I am currently developing an open-source Text-based storage utility called WaterBase. The aim is to facilitate easy saving and access of persistent key-value data, like we have in Android SharedPreferences.
The data storage scheme is like this:
type:key:value
The problem I am facing is that if someone uses : as a character in their key or value, the code breaks as it counts : as separator.
How do I overcome this behavior? I don't want to restrict the use of separators in user data. I looked about encoding but couldn't find any working code without external libraries. You can have a look in the .h file here.
A mechanism that can be easily implemented in all languages instead of just C would be better so as to diversify the use case.

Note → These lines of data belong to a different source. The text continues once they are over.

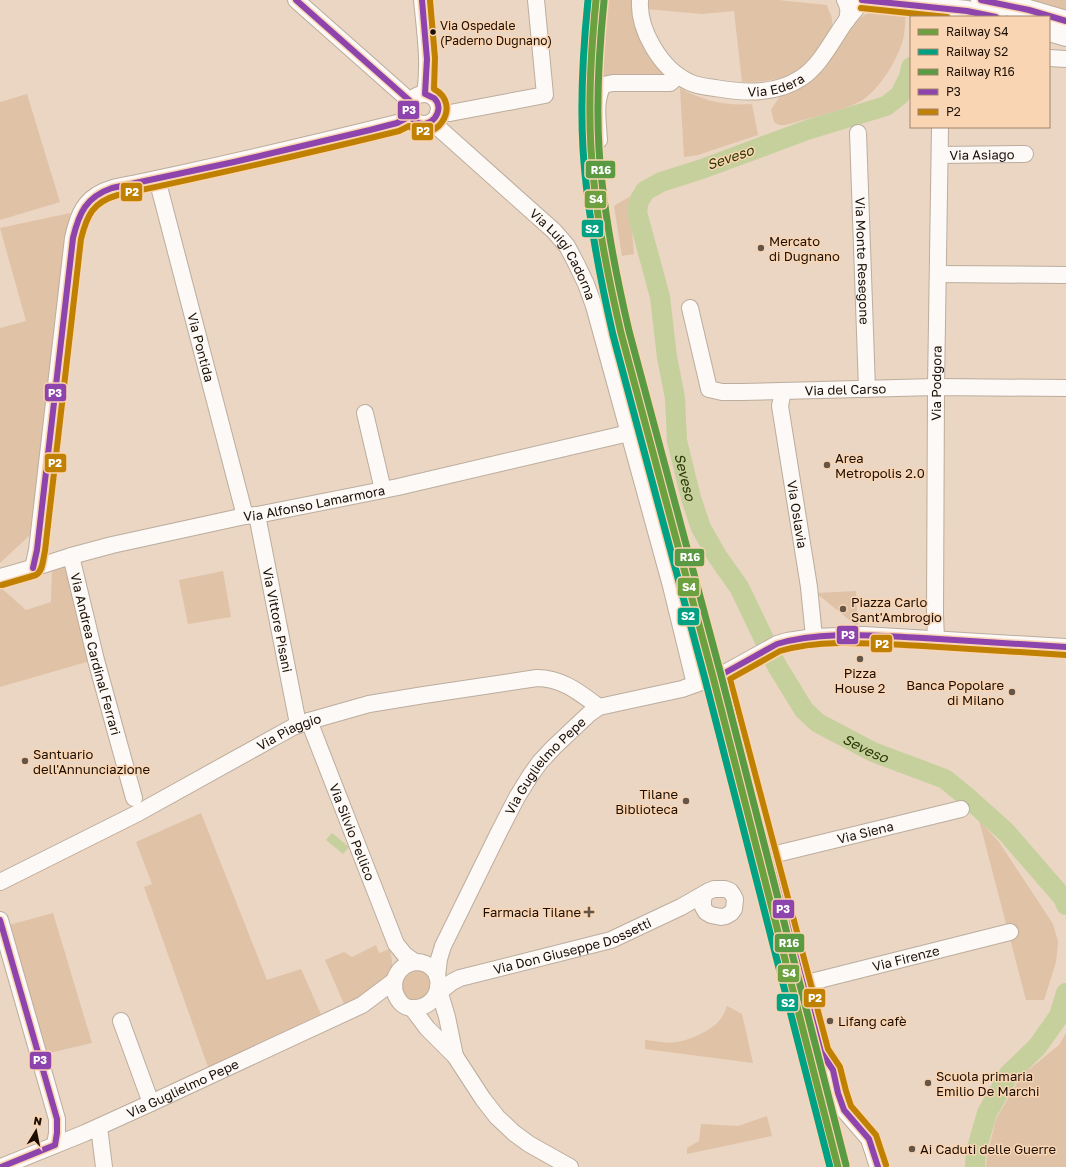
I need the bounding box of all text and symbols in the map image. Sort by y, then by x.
legend [910,16,1050,128]
place label: Via Ospedale (Paderno Dugnano) [440,18,552,48]
text: Railway S4 [946,24,1009,39]
marker: Via Ospedale (Paderno Dugnano) [428,27,438,37]
text: Railway S2 [946,44,1008,59]
text: Railway R16 [946,64,1015,79]
street label: Via Edera [747,70,807,100]
text: P3 [946,84,961,99]
line badge: P3 [397,100,420,120]
text: P3 [402,103,416,116]
text: P2 [946,104,961,119]
line badge: P2 [411,122,434,141]
text: P2 [416,124,430,137]
water label: Seveso [704,141,757,173]
street label: Via Asiago [949,146,1015,163]
line badge: R16 [585,160,616,179]
text: R16 [591,163,611,176]
line badge: P2 [120,182,143,202]
text: P2 [125,185,139,198]
line badge: S4 [584,190,607,209]
text: S4 [589,192,603,205]
street label: Via Monte Resegone [852,197,873,325]
street label: Via Luigi Cadorna [526,205,599,302]
line badge: S2 [581,219,604,238]
text: S2 [585,222,599,235]
place label: Mercato di Dugnano [769,233,840,264]
marker: Mercato di Dugnano [756,243,766,253]
street label: Via Pontida [184,311,218,384]
street label: Via Podgora [928,345,945,421]
street label: Via del Carso [804,380,887,398]
line badge: P3 [44,383,67,402]
text: P3 [48,386,62,399]
place label: Area Metropolis 2.0 [835,450,925,481]
water label: Seveso [672,451,700,504]
line badge: P2 [44,453,67,473]
text: P2 [48,456,62,469]
marker: Area Metropolis 2.0 [822,460,832,470]
street label: Via Oslavia [784,479,811,550]
street label: Via Alfonso Lamarmora [243,482,386,524]
line badge: R16 [674,548,705,567]
text: R16 [680,550,700,563]
street label: Via Vittore Pisani [259,566,296,674]
street label: Via Andrea Cardinal Ferrari [67,571,124,737]
line badge: S4 [677,577,700,597]
text: S4 [682,580,696,593]
place label: Piazza Carlo Sant'Ambrogio [851,594,942,625]
marker: Piazza Carlo Sant'Ambrogio [838,604,848,614]
line badge: S2 [677,607,700,626]
text: S2 [681,609,695,622]
line badge: P3 [836,625,859,645]
text: P3 [841,628,855,641]
line badge: P2 [870,634,893,653]
text: P2 [875,637,889,650]
marker: Pizza House 2 [855,654,865,664]
place label: Pizza House 2 [835,665,885,696]
place label: Banca Popolare di Milano [906,677,1004,708]
marker: Banca Popolare di Milano [1007,687,1017,697]
street label: Via Piaggio [254,710,323,754]
street label: Via Guglielmo Pepe [501,714,589,817]
water label: Seveso [840,729,892,766]
place label: Santuario dell'Annunciazione [33,746,150,777]
marker: Santuario dell'Annunciazione [20,756,30,766]
street label: Via Silvio Pellico [326,781,378,883]
place label: Tilane Biblioteca [615,786,678,817]
marker: Tilane Biblioteca [681,796,691,806]
street label: Via Siena [835,818,895,847]
line badge: P3 [772,899,795,919]
text: P3 [776,902,790,915]
place label: Farmacia Tilane [483,904,581,920]
marker: Farmacia Tilane [584,907,594,917]
street label: Via Don Giuseppe Dossetti [491,914,654,977]
line badge: R16 [774,933,805,953]
text: R16 [779,936,799,949]
street label: Via Firenze [871,942,941,974]
line badge: S4 [777,964,800,983]
text: S4 [782,966,796,979]
line badge: P2 [803,988,826,1008]
text: P2 [808,991,822,1004]
line badge: S2 [776,993,799,1012]
text: S2 [781,996,795,1009]
place label: Lifang cafè [838,1013,907,1029]
marker: Lifang cafè [825,1016,835,1026]
line badge: P3 [29,1051,52,1070]
text: P3 [33,1053,47,1066]
street label: Via Guglielmo Pepe [124,1056,241,1121]
place label: Scuola primaria Emilio De Marchi [936,1068,1040,1099]
marker: Scuola primaria Emilio De Marchi [923,1078,933,1088]
north arrow [16,1111,56,1151]
text: N [33,1114,43,1128]
place label: Ai Caduti delle Guerre [920,1141,1056,1157]
marker: Ai Caduti delle Guerre [907,1144,917,1154]

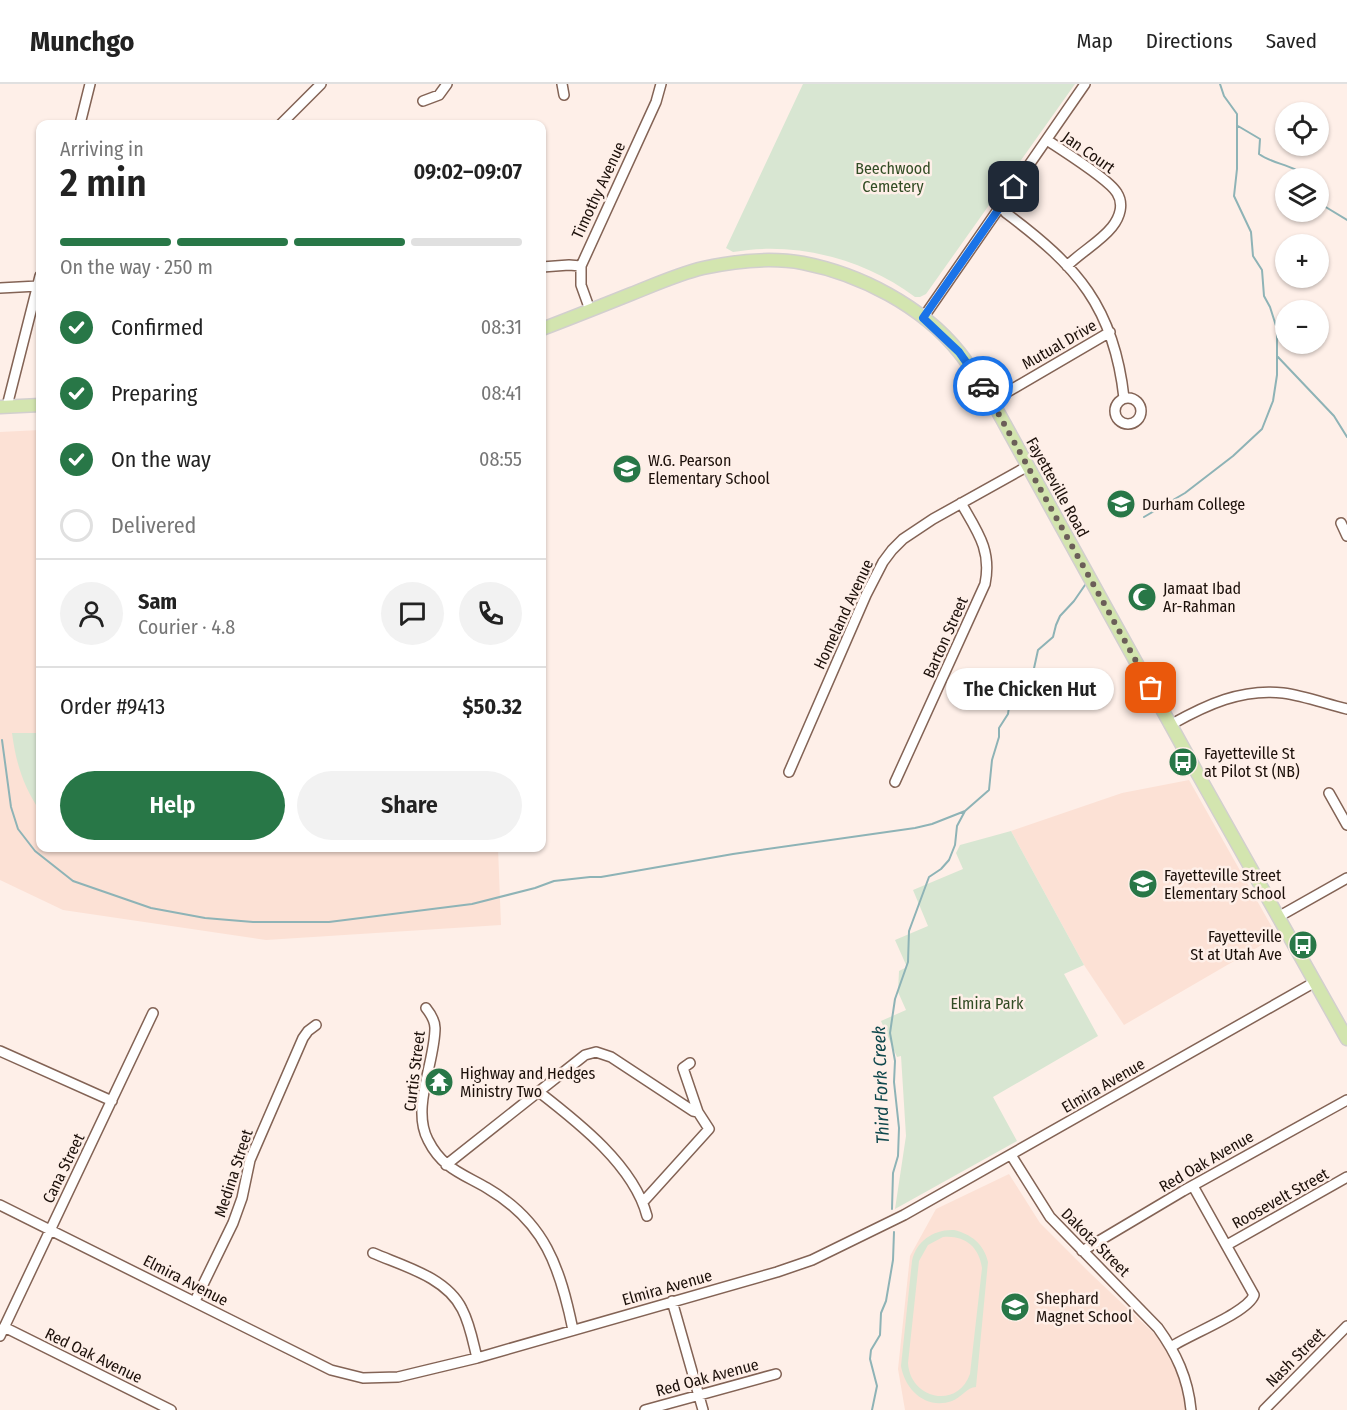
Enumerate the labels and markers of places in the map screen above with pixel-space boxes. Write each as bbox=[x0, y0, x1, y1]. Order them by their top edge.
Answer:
pin bbox=[988, 161, 1039, 212]
place label: W.G. Pearson Elementary School bbox=[648, 451, 770, 488]
school or university icon: W.G. Pearson Elementary School bbox=[611, 453, 643, 485]
school or university icon: Durham College bbox=[1105, 488, 1137, 520]
place label: Durham College bbox=[1142, 495, 1245, 514]
place label: Jamaat Ibad Ar-Rahman bbox=[1163, 579, 1241, 616]
mosque icon: Jamaat Ibad Ar-Rahman bbox=[1126, 581, 1158, 613]
pin bbox=[1125, 662, 1176, 713]
callout: The Chicken Hut bbox=[947, 667, 1115, 709]
place label: Fayetteville St at Pilot St (NB) bbox=[1204, 744, 1300, 781]
bus stop icon: Fayetteville St at Pilot St (NB) bbox=[1167, 746, 1199, 778]
place label: Fayetteville Street Elementary School bbox=[1164, 866, 1286, 903]
school or university icon: Fayetteville Street Elementary School bbox=[1127, 868, 1159, 900]
place label: Fayetteville St at Utah Ave bbox=[1190, 927, 1282, 964]
bus stop icon: Fayetteville St at Utah Ave bbox=[1287, 929, 1319, 961]
place label: Highway and Hedges Ministry Two bbox=[460, 1064, 595, 1101]
temple icon: Highway and Hedges Ministry Two bbox=[423, 1066, 455, 1098]
place label: Shephard Magnet School bbox=[1036, 1289, 1132, 1326]
school or university icon: Shephard Magnet School bbox=[999, 1291, 1031, 1323]

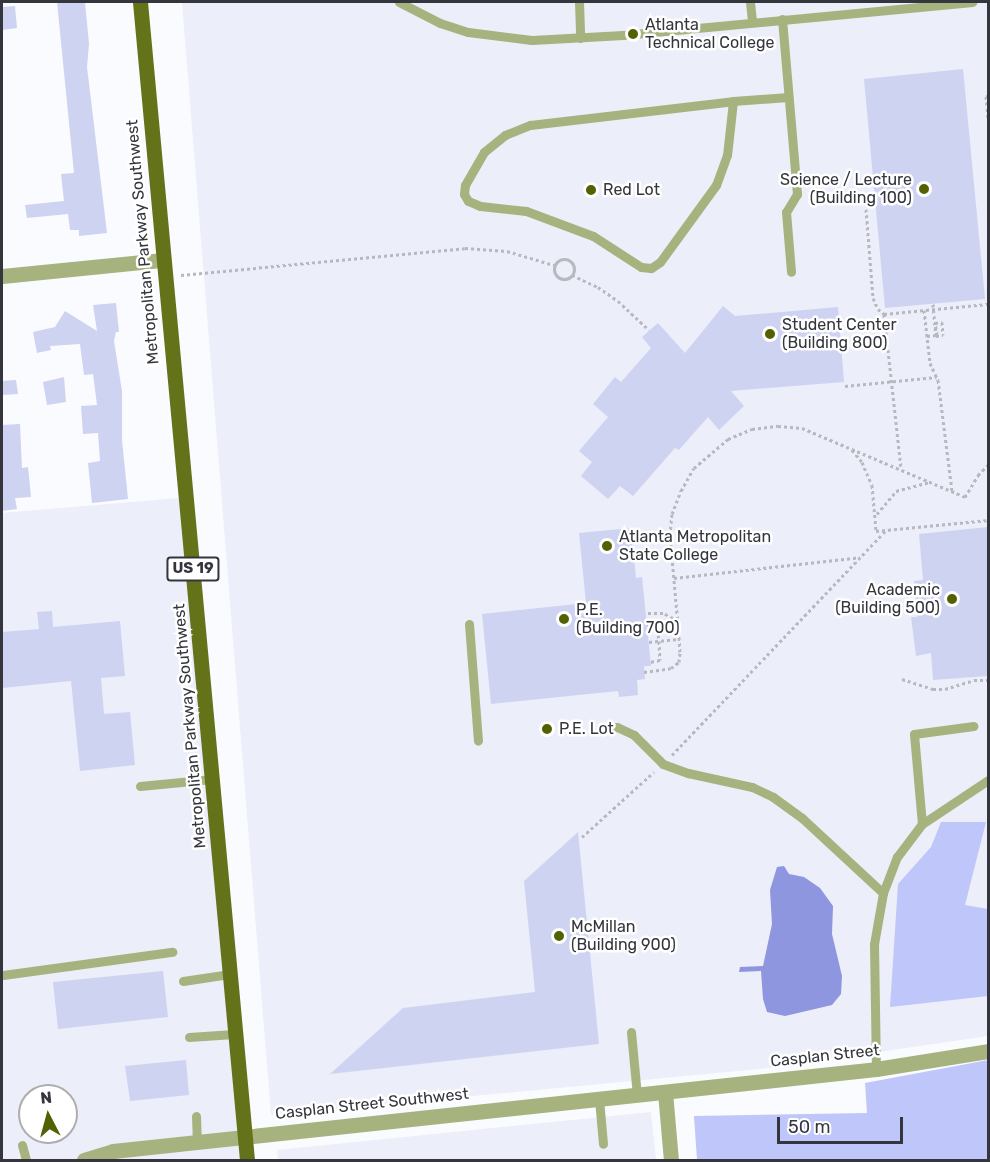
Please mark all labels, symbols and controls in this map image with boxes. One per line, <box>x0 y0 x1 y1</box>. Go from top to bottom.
place label: Atlanta Technical College <box>645 15 774 53</box>
marker: Atlanta Technical College <box>626 27 640 41</box>
street label: Metropolitan Parkway Southwest <box>123 119 163 365</box>
place label: Science / Lecture (Building 100) <box>780 170 912 208</box>
place label: Red Lot <box>603 180 660 200</box>
marker: Science / Lecture (Building 100) <box>917 182 931 196</box>
marker: Red Lot <box>584 183 598 197</box>
place label: Student Center (Building 800) <box>782 315 897 353</box>
marker: Student Center (Building 800) <box>763 327 777 341</box>
place label: Atlanta Metropolitan State College <box>619 527 771 565</box>
marker: Atlanta Metropolitan State College <box>600 539 614 553</box>
road number: US 19 <box>166 557 220 581</box>
place label: Academic (Building 500) <box>835 580 940 618</box>
marker: Academic (Building 500) <box>945 592 959 606</box>
place label: P.E. (Building 700) <box>576 600 680 638</box>
street label: Metropolitan Parkway Southwest <box>170 603 210 849</box>
marker: P.E. (Building 700) <box>557 612 571 626</box>
place label: P.E. Lot <box>559 719 614 739</box>
marker: P.E. Lot <box>540 722 554 736</box>
place label: McMillan (Building 900) <box>571 917 676 955</box>
marker: McMillan (Building 900) <box>552 929 566 943</box>
street label: Casplan Street <box>769 1041 881 1071</box>
north arrow <box>18 1084 78 1144</box>
street label: Casplan Street Southwest <box>274 1084 470 1124</box>
text: N <box>40 1088 53 1108</box>
scale bar <box>780 1105 906 1143</box>
text: 50 m <box>788 1116 831 1138</box>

CodePudding user response:
If you indeed want no special characters in the output string, you need to store the information about the string length beforehand. You could use an approach similar to name mangling: store the length of the next entry as integer followed by a seperator followed by the actual content:
Example
A string is stored as
<string length(decimal)> '_' <string content>
struct Entry
{
std::string type;
std::string key;
std::string value;
};
void WriteMangled(std::ostream& s, std::string const& str)
{
s << str.length() << '_' << str;
}
void ParseMangled(std::istream& s, std::string& str)
{
size_t size;
char c;
if ((s >> size) && (s >> c))
{
assert(c == '_');
str.resize(size, '\0');
s.read(str.data(), size);
}
}
std::ostream& operator<<(std::ostream& s, Entry const& entry)
{
WriteMangled(s, entry.type);
WriteMangled(s, entry.key);
WriteMangled(s, entry.value);
return s;
}
std::istream& operator>>(std::istream& s, Entry& entry)
{
ParseMangled(s, entry.type);
ParseMangled(s, entry.key);
ParseMangled(s, entry.value);
return s;
}
int main() {
std::ostringstream oss;
oss << Entry{ "_Td$a", "8X0_8", "foo bar baz"};
std::string str = std::move(oss).str();
std::cout << str << '\n';
std::istringstream iss(std::move(str));
Entry e;
iss >> e;
std::cout << e.type << '\n' << e.key << '\n' << e.value << '\n';
}
Adding an escape char could be simpler though, e.g. using the backslash char as character simply marking the next char as a char that is not a special character, like a seperator. The drawback is that you have to replace backslashes in the original strings with double backslashes when writing the output.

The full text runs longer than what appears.